Unlike procedural memory deficits, Cyclopamine price which the PDH considers to be core deficits, impairments of other functions that depend on the same brain structures might or might not be observed, depending on the extent and nature of the underlying brain abnormalities (e.g., since different but parallel and anatomically proximate frontal/basal-ganglia circuits may underlie procedural and working memory) (Ullman, 2006a and Ullman and Pierpont, 2005).
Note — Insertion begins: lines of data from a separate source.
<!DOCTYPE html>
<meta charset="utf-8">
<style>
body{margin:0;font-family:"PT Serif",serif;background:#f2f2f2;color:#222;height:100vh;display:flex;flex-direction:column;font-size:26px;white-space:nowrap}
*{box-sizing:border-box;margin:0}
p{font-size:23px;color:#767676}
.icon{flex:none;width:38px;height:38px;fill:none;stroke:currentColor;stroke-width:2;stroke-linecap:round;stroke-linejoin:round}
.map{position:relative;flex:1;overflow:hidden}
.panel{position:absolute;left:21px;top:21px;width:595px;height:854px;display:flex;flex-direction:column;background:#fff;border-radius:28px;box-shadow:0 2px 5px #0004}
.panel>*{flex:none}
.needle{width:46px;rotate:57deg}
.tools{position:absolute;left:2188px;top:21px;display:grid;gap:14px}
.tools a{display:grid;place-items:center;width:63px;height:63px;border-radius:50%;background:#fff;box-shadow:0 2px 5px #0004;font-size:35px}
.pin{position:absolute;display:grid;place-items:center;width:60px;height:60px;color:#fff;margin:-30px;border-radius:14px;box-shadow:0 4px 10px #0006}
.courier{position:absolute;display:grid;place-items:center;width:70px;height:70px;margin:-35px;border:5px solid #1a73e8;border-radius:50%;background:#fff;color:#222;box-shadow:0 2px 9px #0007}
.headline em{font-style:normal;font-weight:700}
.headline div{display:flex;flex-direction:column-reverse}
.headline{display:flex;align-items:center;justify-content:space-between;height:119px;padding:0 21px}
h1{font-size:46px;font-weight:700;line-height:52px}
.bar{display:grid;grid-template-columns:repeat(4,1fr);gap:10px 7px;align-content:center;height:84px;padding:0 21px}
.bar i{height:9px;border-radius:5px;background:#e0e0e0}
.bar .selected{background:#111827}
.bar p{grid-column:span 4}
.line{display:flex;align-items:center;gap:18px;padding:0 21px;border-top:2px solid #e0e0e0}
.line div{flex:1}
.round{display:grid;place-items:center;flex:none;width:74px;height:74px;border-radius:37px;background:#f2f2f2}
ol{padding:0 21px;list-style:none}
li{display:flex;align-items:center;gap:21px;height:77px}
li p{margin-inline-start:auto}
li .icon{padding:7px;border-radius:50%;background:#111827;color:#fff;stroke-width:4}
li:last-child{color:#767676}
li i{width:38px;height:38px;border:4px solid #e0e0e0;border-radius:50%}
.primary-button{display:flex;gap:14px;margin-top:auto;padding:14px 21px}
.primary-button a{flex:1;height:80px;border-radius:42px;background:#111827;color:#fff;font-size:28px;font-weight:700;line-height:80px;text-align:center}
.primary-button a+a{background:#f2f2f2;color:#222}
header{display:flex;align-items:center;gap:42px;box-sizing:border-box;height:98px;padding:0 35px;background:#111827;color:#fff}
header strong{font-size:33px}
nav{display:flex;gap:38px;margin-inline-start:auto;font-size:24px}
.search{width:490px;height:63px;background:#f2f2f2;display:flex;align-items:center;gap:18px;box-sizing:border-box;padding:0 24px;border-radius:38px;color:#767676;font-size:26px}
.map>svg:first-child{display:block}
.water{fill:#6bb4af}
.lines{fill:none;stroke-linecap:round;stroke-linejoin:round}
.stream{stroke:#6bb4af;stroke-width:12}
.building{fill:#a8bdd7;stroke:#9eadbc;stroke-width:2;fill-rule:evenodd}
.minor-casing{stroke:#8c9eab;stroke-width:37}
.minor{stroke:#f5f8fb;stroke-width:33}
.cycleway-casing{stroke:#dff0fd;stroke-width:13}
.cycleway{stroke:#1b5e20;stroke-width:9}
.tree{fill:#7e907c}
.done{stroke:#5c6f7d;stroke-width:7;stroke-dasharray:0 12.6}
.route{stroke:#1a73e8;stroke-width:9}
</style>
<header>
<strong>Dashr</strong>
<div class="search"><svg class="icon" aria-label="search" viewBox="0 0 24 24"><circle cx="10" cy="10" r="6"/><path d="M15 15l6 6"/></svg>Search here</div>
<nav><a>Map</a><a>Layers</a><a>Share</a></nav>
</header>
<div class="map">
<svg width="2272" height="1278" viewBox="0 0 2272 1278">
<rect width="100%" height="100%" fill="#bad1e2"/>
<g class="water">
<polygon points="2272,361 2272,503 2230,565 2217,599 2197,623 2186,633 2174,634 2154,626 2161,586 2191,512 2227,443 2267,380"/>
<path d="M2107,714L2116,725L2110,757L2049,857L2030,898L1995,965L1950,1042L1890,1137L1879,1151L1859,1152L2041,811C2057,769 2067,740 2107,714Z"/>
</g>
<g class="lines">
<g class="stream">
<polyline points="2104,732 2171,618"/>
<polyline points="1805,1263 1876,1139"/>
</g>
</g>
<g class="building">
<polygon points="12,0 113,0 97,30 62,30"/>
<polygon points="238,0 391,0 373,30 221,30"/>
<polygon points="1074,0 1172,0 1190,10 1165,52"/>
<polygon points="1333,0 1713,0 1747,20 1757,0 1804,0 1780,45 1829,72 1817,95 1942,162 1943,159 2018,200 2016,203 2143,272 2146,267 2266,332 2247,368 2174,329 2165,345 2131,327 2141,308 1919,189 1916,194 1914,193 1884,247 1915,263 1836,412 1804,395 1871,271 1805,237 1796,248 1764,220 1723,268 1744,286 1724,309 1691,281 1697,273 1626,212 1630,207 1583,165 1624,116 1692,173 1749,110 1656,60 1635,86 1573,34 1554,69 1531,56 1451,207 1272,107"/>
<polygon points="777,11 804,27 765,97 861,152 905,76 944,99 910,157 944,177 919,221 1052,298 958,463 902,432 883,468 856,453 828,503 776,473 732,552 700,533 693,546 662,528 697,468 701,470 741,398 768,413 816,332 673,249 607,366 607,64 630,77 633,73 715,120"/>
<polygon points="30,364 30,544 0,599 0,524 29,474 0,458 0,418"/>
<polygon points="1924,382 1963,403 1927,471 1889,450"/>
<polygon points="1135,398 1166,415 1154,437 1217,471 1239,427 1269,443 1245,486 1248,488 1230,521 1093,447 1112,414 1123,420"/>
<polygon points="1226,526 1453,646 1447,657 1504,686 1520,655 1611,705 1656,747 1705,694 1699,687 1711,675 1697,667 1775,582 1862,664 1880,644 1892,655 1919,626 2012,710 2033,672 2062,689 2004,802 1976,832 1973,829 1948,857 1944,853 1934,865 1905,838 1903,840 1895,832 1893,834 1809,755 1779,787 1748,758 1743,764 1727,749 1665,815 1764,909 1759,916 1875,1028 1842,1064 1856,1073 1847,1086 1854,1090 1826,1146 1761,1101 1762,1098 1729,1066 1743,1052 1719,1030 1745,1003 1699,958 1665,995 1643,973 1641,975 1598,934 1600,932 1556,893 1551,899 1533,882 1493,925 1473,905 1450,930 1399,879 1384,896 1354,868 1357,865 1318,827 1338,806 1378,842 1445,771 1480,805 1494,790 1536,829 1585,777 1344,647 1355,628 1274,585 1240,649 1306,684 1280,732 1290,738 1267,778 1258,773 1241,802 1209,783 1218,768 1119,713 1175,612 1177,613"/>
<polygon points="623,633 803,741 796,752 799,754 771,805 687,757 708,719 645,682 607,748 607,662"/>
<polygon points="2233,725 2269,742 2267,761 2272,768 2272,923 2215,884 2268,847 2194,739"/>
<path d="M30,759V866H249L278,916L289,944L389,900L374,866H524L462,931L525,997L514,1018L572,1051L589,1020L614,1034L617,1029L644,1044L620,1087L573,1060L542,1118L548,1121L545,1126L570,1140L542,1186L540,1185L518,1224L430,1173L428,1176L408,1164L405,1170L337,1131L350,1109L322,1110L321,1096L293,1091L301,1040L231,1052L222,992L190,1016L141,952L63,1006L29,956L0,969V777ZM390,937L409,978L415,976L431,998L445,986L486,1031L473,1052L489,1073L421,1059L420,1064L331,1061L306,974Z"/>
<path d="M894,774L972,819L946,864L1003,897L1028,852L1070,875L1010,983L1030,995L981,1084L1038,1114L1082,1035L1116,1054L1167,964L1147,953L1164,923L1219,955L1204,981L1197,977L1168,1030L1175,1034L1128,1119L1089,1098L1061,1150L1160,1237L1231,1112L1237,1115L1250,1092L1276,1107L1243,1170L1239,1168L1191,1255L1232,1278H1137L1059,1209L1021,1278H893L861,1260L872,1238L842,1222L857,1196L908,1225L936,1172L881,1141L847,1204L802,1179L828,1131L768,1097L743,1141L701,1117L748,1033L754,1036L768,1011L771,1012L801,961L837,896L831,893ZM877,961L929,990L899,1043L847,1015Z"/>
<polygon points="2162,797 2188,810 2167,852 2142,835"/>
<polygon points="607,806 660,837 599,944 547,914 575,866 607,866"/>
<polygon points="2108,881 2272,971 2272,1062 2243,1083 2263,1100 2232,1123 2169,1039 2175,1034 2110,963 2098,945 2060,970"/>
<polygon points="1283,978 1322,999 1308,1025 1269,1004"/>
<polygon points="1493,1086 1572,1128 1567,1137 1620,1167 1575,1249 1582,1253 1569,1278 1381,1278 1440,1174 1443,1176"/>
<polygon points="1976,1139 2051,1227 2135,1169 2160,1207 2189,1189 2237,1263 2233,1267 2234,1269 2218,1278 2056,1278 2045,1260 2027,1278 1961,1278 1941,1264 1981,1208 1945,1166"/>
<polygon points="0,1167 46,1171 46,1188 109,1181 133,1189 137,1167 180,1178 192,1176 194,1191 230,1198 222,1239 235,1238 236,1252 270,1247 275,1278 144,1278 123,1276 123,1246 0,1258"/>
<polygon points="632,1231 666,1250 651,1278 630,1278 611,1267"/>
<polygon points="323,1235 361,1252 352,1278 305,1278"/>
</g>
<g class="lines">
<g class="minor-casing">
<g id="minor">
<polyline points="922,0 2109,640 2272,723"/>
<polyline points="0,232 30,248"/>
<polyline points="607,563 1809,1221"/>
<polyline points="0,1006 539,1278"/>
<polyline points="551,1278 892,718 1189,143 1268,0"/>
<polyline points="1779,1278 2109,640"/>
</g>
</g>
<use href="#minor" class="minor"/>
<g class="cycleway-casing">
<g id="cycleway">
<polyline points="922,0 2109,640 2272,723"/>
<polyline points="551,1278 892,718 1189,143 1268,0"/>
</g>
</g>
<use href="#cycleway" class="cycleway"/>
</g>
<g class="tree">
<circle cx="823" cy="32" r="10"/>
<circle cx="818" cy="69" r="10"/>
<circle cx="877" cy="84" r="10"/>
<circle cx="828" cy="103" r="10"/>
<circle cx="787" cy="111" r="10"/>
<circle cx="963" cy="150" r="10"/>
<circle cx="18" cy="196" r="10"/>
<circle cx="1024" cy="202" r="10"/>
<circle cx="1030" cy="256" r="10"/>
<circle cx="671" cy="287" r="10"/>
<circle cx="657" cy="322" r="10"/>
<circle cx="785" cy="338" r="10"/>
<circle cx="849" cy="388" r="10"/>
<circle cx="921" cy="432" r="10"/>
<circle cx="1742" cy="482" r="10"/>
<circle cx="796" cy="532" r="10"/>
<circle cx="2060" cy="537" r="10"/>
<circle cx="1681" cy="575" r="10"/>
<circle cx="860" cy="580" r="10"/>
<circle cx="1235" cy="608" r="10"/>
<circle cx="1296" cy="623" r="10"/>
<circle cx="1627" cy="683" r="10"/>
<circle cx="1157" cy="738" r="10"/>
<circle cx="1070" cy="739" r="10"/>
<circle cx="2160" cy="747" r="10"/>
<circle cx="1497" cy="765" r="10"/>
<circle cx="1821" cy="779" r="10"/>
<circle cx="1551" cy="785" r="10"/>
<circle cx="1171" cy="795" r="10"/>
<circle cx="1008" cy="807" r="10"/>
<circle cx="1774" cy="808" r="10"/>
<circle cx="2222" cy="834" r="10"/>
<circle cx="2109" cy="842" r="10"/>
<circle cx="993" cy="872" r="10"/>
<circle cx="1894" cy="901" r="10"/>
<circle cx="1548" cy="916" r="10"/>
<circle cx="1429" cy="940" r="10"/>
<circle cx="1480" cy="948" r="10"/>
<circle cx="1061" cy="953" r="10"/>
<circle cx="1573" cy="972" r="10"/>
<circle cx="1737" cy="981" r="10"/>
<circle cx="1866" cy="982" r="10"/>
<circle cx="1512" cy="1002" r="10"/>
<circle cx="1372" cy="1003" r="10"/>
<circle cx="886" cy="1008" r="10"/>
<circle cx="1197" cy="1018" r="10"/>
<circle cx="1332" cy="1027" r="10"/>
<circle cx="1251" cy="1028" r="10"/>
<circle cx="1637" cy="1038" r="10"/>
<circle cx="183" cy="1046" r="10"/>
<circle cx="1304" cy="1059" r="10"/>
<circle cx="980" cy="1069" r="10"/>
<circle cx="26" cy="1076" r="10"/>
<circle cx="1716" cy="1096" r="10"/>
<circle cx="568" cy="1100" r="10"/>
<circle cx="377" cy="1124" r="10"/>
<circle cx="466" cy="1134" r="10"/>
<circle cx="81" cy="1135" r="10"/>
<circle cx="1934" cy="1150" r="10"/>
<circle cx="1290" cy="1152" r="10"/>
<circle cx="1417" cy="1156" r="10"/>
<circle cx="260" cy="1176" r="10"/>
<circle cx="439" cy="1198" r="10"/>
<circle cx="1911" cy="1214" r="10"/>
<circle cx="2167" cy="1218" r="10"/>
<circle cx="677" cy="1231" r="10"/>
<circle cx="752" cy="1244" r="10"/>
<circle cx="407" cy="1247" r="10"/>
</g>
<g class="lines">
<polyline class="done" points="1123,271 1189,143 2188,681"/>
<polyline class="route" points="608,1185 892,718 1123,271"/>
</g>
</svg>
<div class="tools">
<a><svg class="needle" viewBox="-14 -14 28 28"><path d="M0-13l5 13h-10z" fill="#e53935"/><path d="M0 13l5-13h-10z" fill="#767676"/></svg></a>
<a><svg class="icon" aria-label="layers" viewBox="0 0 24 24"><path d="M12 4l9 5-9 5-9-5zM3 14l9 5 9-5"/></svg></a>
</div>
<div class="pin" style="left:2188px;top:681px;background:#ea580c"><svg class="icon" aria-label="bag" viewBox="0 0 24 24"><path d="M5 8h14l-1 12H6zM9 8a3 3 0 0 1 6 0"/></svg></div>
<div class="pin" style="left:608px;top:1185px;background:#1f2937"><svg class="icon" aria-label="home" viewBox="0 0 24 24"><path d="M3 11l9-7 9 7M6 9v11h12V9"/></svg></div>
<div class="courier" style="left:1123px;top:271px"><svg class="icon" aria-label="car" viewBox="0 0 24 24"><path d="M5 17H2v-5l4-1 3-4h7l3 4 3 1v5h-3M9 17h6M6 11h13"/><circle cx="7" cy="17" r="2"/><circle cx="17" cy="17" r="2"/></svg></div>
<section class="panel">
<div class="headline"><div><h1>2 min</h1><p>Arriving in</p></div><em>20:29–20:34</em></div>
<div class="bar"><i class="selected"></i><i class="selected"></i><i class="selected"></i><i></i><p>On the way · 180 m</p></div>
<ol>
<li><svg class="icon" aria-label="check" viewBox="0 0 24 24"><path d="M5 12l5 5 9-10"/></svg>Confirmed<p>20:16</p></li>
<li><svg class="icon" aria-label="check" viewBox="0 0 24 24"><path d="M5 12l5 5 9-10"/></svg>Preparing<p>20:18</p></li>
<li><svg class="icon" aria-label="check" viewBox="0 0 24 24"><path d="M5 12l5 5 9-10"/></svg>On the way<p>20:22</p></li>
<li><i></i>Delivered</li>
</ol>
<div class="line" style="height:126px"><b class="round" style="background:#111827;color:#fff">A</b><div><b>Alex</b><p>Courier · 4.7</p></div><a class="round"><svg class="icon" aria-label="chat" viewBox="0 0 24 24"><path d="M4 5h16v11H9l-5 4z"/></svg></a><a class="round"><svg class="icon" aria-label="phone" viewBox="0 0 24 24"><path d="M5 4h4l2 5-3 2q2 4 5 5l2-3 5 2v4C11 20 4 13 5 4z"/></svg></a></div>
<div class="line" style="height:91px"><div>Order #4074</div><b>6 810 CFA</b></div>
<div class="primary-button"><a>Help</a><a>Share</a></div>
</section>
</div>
In contrast, the medial temporal lobe structures that underlie learning
and consolidation in declarative memory are posited to remain largely normal, and thus declarative memory functioning should be essentially intact in SLI. Moreover, declarative memory is predicted to compensate, at least to some extent, for functions such as rule-governed aspects of grammar that are normally
largely subserved by procedural memory, but that declarative memory can at least partly underlie. Ullman and Pierpont (2005) accompanied their theoretical proposal with an in-depth review of the neural substrates of SLI, as well as of the status of language, this website memory, and other cognitive capacities in the disorder. Additionally, since the publication of their paper, a number of empirical studies examining these issues have been published. Overall, the data appear to largely support the pattern of predictions of the PDH. Here we briefly review those studies that are most relevant here. All studies that have examined learning in procedural memory
in SLI have observed deficits. These have been found both in the verbal domain in tasks that depend on procedural memory structures (Evans et al., 2009 and Plante et al., 2002), and in non-verbal domains. Non-verbal procedural memory deficits, which we focus on in the present paper, have been observed both in probabilistic category learning (Kemény and Lukács, 2010) and implicit sequence learning (Lum et al., 2010 and Tomblin et al., 2007). The sequence learning deficits have been examined with implicit visuo-spatial Serial Reaction Niclosamide Time (SRT) tasks, which have been independently shown to depend on procedural memory (Knopman and Nissen, 1991, Nissen and Bullemer, 1987, Siegert et al., 2006 and Thomas et al., 2004). In a study by Tomblin et al. (2007), adolescents with SLI had slower learning rates of the sequence as compared to TD children. Lum et al. (2010) reported that children with SLI showed no sequence learning, whereas TD children did. Specifically, after repeated exposure to a visuo-spatial sequence, the response times of the TD children decreased, but then significantly increased when the visual stimulus was presented randomly (rather than as the sequence). This indicates the TD group learned aspects of the sequence. In contrast, no significant increase between sequenced and random blocks was observed for the SLI group.